About 679 MW of solar were actively under review in the group studies, which began October 2020. Some projects submitted interconnection applications as long as three years ago and may have to wait an additional five years for upgrades to be completed, according to the letter. It called for a provisional interconnection cost-sharing solution for solar projects currently in development, targeting cost estimates from utilities in the next 1-3 years before system plans are approved.
In an interview with pv magazine, Jessica Robertson, Borrego Solar director of policy and business development, said “If we don’t have a new way of structuring cost allocation, the costs for all these projects will be prohibitive, and they will be cancelled.”
She warned that multiple solar projects would end up going back to the starting line without a process to share costs. The letter to the DPU estimated a potential loss of 6,800 jobs, and $300 million in lost municipal revenue due to interconnection costs and delays.
Borrego Director of Interconnection Policy Kathryn Cox-Arslan said one area for improvement is the concept of “free-ridership.” Projects that can afford the cost of interconnection upgrades are able to move forward, while other projects follow and take advantage of the enabled capacity.
“Projects should be paying their fair share for system access, but there should also be an acknowledgement that those upgrades don’t benefit just one facility, but support multiple facilities,” said Cox-Arslan this June.

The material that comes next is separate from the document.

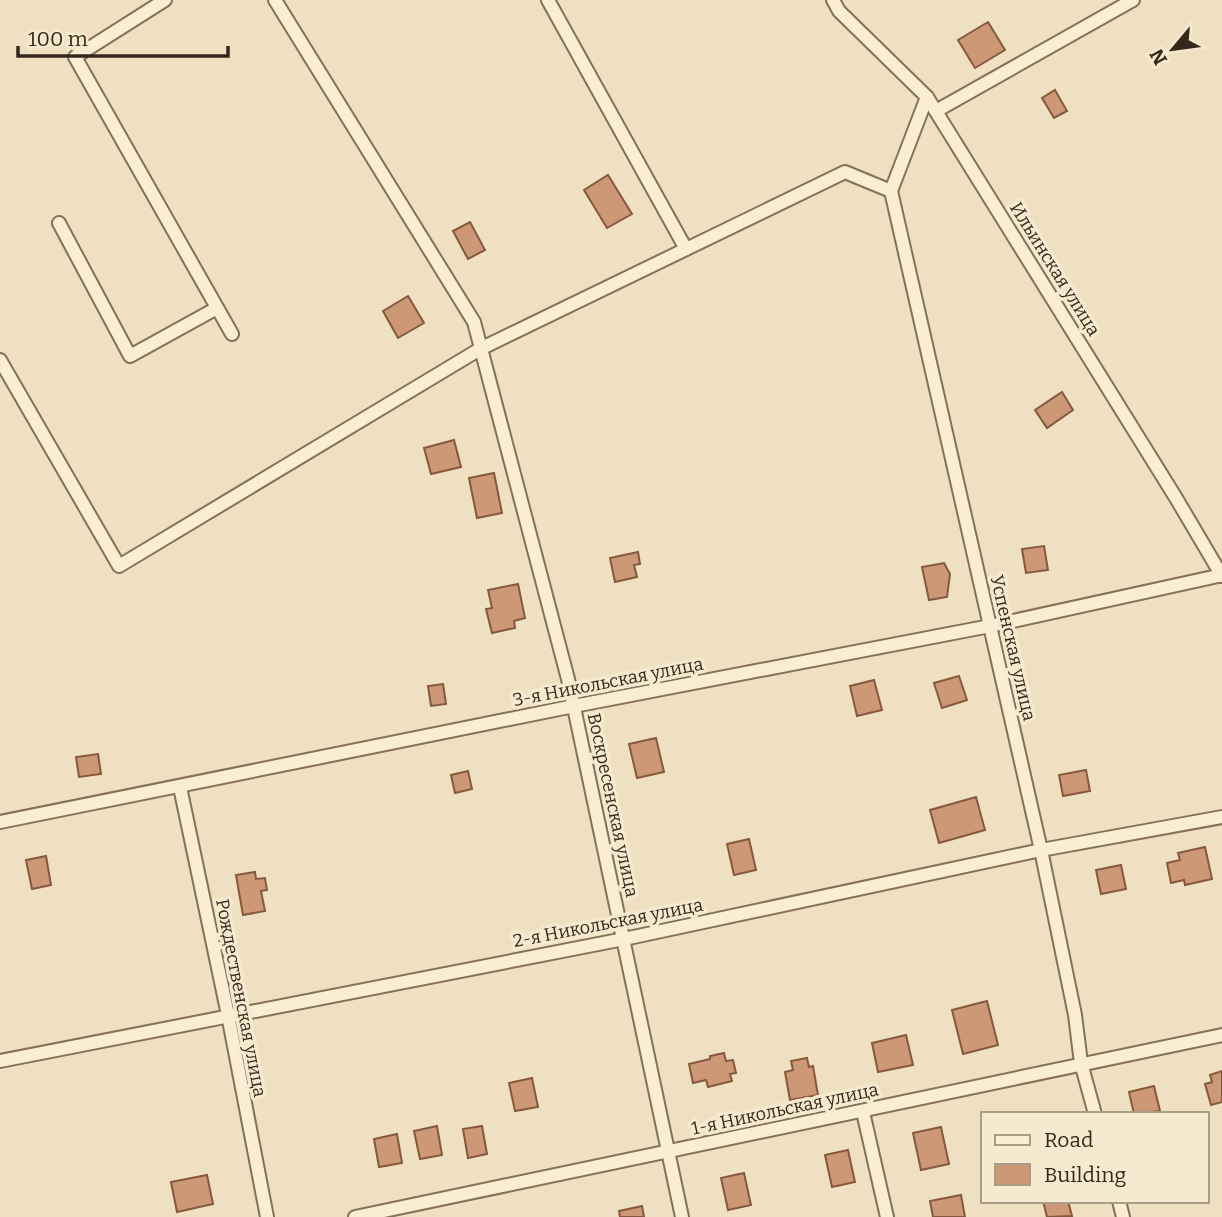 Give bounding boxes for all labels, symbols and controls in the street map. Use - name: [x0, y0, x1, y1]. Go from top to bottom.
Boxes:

On the eve of this Thanksgiving, the DPU approved the provisional solution the letter requested, granting cost estimates to the roughly 679 MW of solar in development stuck in group studies in the state.
The provisional program essentially allows for broad cost-sharing for upgrades to transmission due to interconnection of the new projects that were in group study. It addresses the free-ridership issue, shifting some of the costs onto future projects that will take advantage of the same upgrades spurred by these group study projects.

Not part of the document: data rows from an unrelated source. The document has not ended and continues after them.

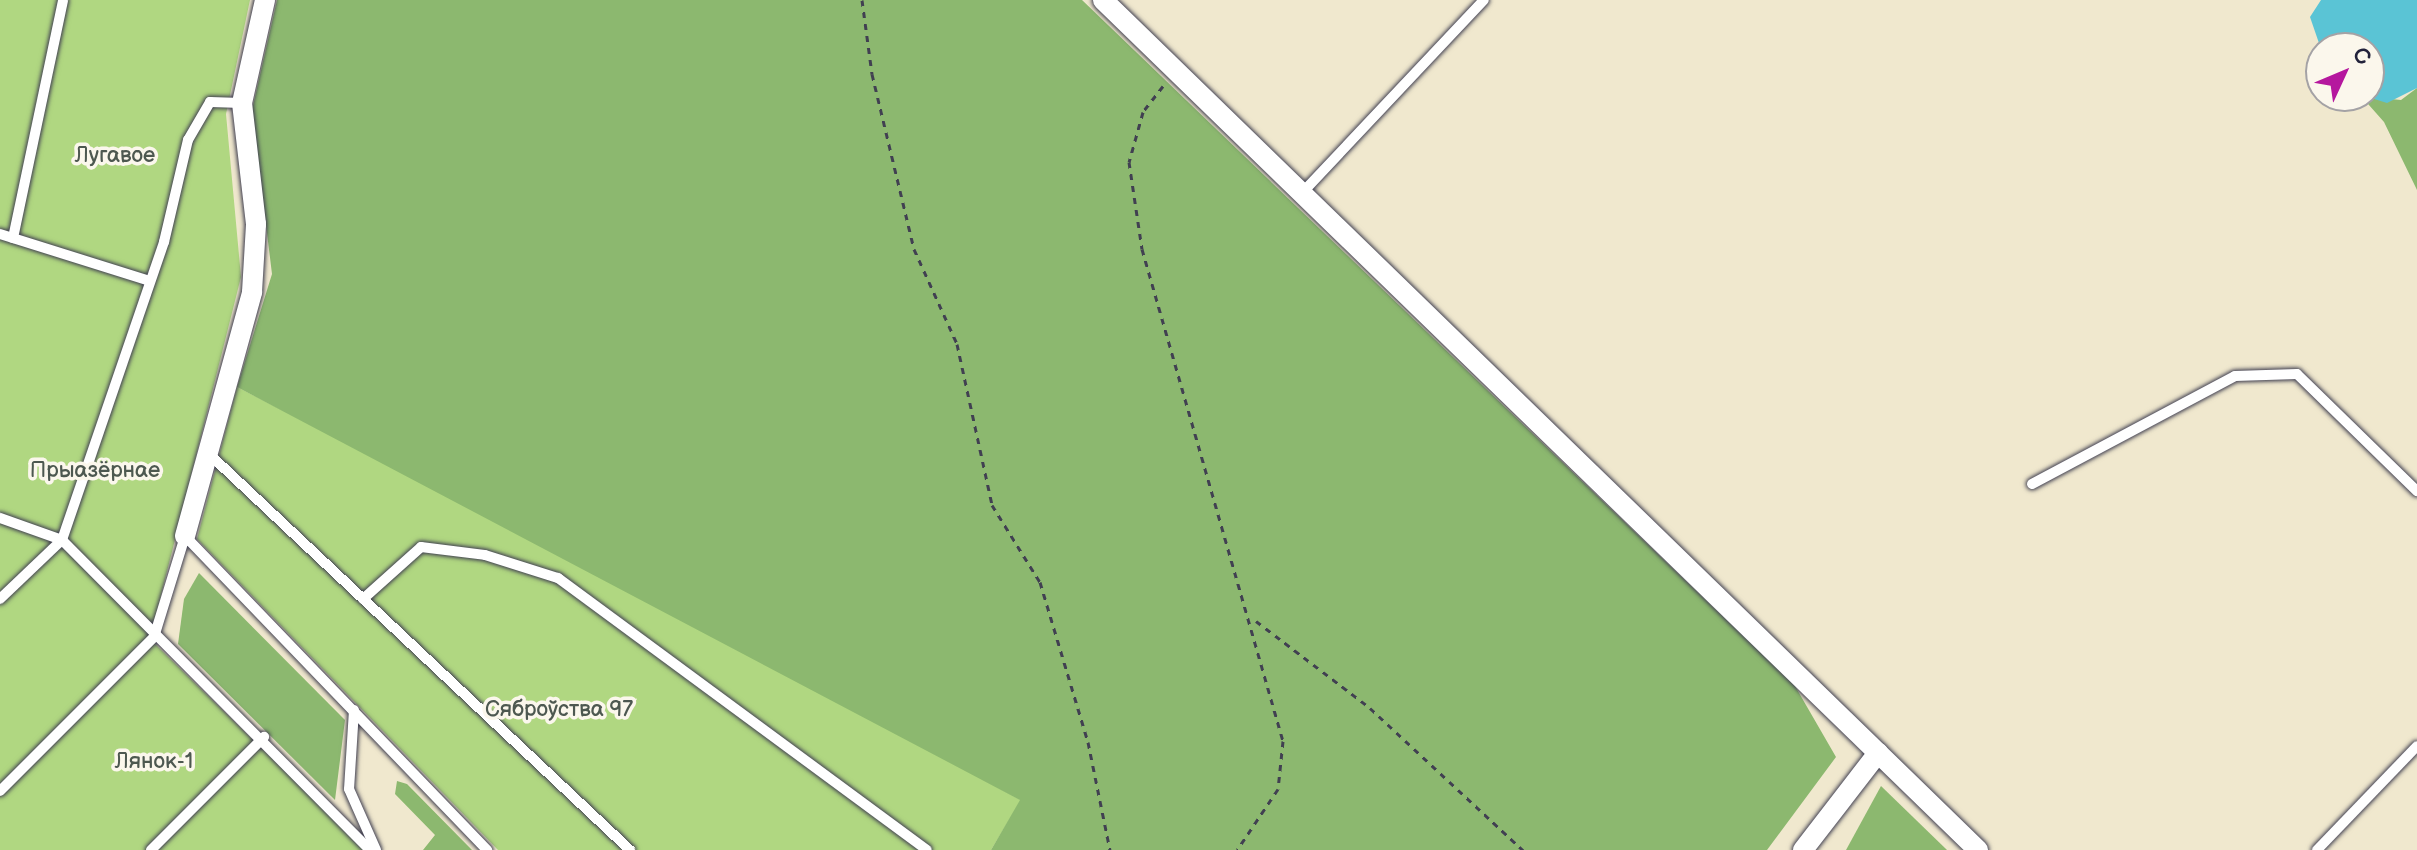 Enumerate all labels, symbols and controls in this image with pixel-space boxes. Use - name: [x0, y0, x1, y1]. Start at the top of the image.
- north arrow: [2305, 32, 2385, 112]
- text: С: [2346, 41, 2376, 71]
- park label: Лугавое: [75, 143, 155, 169]
- park label: Прыазёрнае: [30, 458, 160, 484]
- park label: Сяброўства 97: [485, 697, 633, 723]
- park label: Лянок-1: [115, 749, 193, 775]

Transmission upgrades, distribution upgrades, or substation enhancements that will benefit multiple projects, not just the pioneering project that spurred the upgrade, can now be determined Capital Improvement Projects (CIPs) by the utility. Importantly, the CIPs must be completed within four years, and the CIPs cannot exceed $500/kW, setting a cap on what may have been cost-prohibitive fee for Borrego and many developers in the state. Developers face other fees, like express feeders and point-of-connection costs, so this cap was an important step, said Cox-Arslan.
Robertson said this may be the first time in the country’s history that upgrades are cost-allocated in this fashion, with a recognition that more distributed generation (DG) projects will interconnect in the future, shifting some costs ahead to those projects. “We’re not just being reactive, but taking a longer-term approach,” she said.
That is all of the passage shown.